PENCAP

Günümüzde büyük kısmı Pakistan’da, küçük bir kısmı Hindistan’da kalan bölge.

İçinden geçen İndus nehriyle onun dört kolundan dolayı “beş su” (penç âb) anlamında bir isim taşıyan Pencap, Hint alt kıtasının kuzeybatısında yer alır. Eskiden siyasî bakımdan bir bütün olan bölge 1947’de 50.362 km²’si Hindistan’da, 206.433 km²’si Pakistan’da kalacak şekilde iki devlet arasında paylaştırılmıştır. Kuzeydoğudan güneybatıya doğru hafif eğimle alçalan bölge verimli topraklara sahiptir; başlıca tarım ürünleri buğday, darı, pirinç, arpa, mısır, pamuk ve şeker kamışıdır.

Arkeolojik bulgular, Pencap’ın etnik açıdan genelde Türkistan ve Orta Asya ile bağlantılı olduğunu ve yerleşik hayatın günümüzden 9000 yıl öncesine kadar gittiğini göstermektedir. Milâttan önce III. binyıla ait Harappa ve Mohenjo-Daro harabeleriyle tanınan İndus medeniyetinin yaşadığı bu bölge dünyada ilk tarihî dönemlerin başladığı yerlerden biridir. Zaman içinde İranlılar, Makedonyalılar, Afganlar, Araplar ve Türkler gibi çeşitli unsurların yerleşmesine sahne olmuş, bu durum etnik ve dinî yapısını, kültürünü etkilemiştir.

Pencap’a İslâmiyet, Emevî Kumandanı Muhammed b. Kāsım es-Sekafî’nin Mültan’ı fethetmesiyle geldi (94/712). X. yüzyılda Gazneli Mahmud’un Hindistan seferleri sırasında burada Hindûşâhîler hüküm sürmekteydi. Gazneliler’den sonra Gurlular’ın hâkimiyetine giren bölge 1206’da Kutbüddin Aybeg tarafından ele geçirilerek Delhi Sultanlığı’nın bir eyaleti haline getirildi.


XV. yüzyıldan itibaren bölgede Sih dini gelişmeye başladı. Bâbürlüler’in 1526’da Delhi Sultanlığı’na son vermesinin ardından yeni bir döneme girildi. Ekber Şah zamanında gerçekleştirilen idarî yapılanmada Lahor, Mültan ve Delhi Pencap eyaletine katıldı. Bâbürlüler’in zayıflamasıyla birlikte bölgeyi XVIII. yüzyılda Avşarlı Nâdir Şah ve Ahmed Şah Dürrânî ele geçirdi. Arkasından Sihler’in hâkimiyet mücadelesine sahne oldu ve XIX. yüzyılın başlarında burada güçlü bir Sih krallığı kuruldu. 1849’da Sihler’i mağlûp eden İngilizler’in idaresine girdi.
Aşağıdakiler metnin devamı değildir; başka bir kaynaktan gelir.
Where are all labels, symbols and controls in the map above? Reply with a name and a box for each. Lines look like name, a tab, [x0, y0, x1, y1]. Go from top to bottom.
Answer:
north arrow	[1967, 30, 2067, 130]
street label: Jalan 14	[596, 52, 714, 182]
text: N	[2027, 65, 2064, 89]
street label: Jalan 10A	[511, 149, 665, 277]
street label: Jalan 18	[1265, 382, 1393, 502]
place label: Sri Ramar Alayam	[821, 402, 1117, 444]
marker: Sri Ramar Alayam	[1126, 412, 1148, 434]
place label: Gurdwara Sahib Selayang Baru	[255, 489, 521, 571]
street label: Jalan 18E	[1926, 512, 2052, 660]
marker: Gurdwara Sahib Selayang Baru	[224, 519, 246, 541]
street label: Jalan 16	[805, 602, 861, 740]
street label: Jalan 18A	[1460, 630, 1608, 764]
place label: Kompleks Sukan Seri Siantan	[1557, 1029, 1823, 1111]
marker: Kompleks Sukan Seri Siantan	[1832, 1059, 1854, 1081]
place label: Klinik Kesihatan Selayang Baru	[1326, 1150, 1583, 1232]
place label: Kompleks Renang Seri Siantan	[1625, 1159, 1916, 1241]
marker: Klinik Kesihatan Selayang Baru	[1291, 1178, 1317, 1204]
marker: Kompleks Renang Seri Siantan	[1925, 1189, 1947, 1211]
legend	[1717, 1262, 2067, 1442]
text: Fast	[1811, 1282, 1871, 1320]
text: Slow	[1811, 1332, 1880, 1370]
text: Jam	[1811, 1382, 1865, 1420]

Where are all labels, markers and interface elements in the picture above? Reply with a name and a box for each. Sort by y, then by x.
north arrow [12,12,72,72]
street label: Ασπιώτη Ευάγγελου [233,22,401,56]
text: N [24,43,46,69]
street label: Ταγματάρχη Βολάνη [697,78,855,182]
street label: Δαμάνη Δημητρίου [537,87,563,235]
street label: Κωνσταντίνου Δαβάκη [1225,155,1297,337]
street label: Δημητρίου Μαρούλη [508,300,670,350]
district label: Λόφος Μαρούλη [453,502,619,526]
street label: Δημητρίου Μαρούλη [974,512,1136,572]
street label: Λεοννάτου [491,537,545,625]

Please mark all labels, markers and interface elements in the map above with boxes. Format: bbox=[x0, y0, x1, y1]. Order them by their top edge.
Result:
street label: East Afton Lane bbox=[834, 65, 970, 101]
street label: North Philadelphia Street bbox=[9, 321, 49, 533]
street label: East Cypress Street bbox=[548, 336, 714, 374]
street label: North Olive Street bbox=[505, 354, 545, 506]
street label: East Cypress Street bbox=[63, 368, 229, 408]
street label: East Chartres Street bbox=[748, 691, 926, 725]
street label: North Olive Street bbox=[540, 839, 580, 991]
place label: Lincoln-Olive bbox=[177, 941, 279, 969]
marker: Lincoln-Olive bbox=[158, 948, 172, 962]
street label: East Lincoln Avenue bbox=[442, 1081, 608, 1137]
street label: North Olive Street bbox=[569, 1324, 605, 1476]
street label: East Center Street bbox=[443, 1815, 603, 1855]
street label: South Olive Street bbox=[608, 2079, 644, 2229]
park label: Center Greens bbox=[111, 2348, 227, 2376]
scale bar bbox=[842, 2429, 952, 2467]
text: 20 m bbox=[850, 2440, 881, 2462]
İngilizler’in yönetim politikaları mahallî güç ve iktidar sahiplerinin kontrolü esasına dayanıyordu. Bu dönemde Pencap eyaleti idarî bakımdan İngiliz toprakları ve özerk yönetimler arasında paylaştırıldı. Yeni bir hukuk sistemi ve toprak düzeni getirildi; çeşitli eğitim kurumları açıldı. Ancak geleneksel yapıyı zorlayan bu değişiklikler misyonerlik faaliyetleriyle birleşince halk arasında dinî duyguların ve farklılıkların canlanmasına ve çatışmalarına sebep oldu. Hindu, müslüman ve Sihler arasında Arya Samâc, Dev Samâc (Hindu); Ehl-i hadîs, Ehl-i Kur’ân, Kādiyânîlik (müslüman); Namdharis, Nirankaris (Sih) gibi sosyal ve siyasal nitelikli birçok dinî hareket ortaya çıktı. Bağımsızlığın kazanılması sürecinde kendilerine ait bir devlet kurma amacı her grubu diğerlerinin aleyhine güç elde etme yarışına soktuğundan Pencap, müslümanlarla Hindular ve Sihler arasında cereyan eden toplumsal savaşların en yoğun ve şiddetli olduğu bölge haline geldi. Hindistan ile Pakistan birbirinden ayrıldığı zaman sınır Pencap’ı ikiye böldüğü için Hindistan’da kalan müslümanlar Pakistan’a, Pakistan’da kalan Hindular ve Sihler Hindistan’a zorunlu bir göç yaşadı. Bölge genelinde bu göçe her iki taraftan toplam 10 milyonu aşkın insanın katıldığı tahmin edilmektedir.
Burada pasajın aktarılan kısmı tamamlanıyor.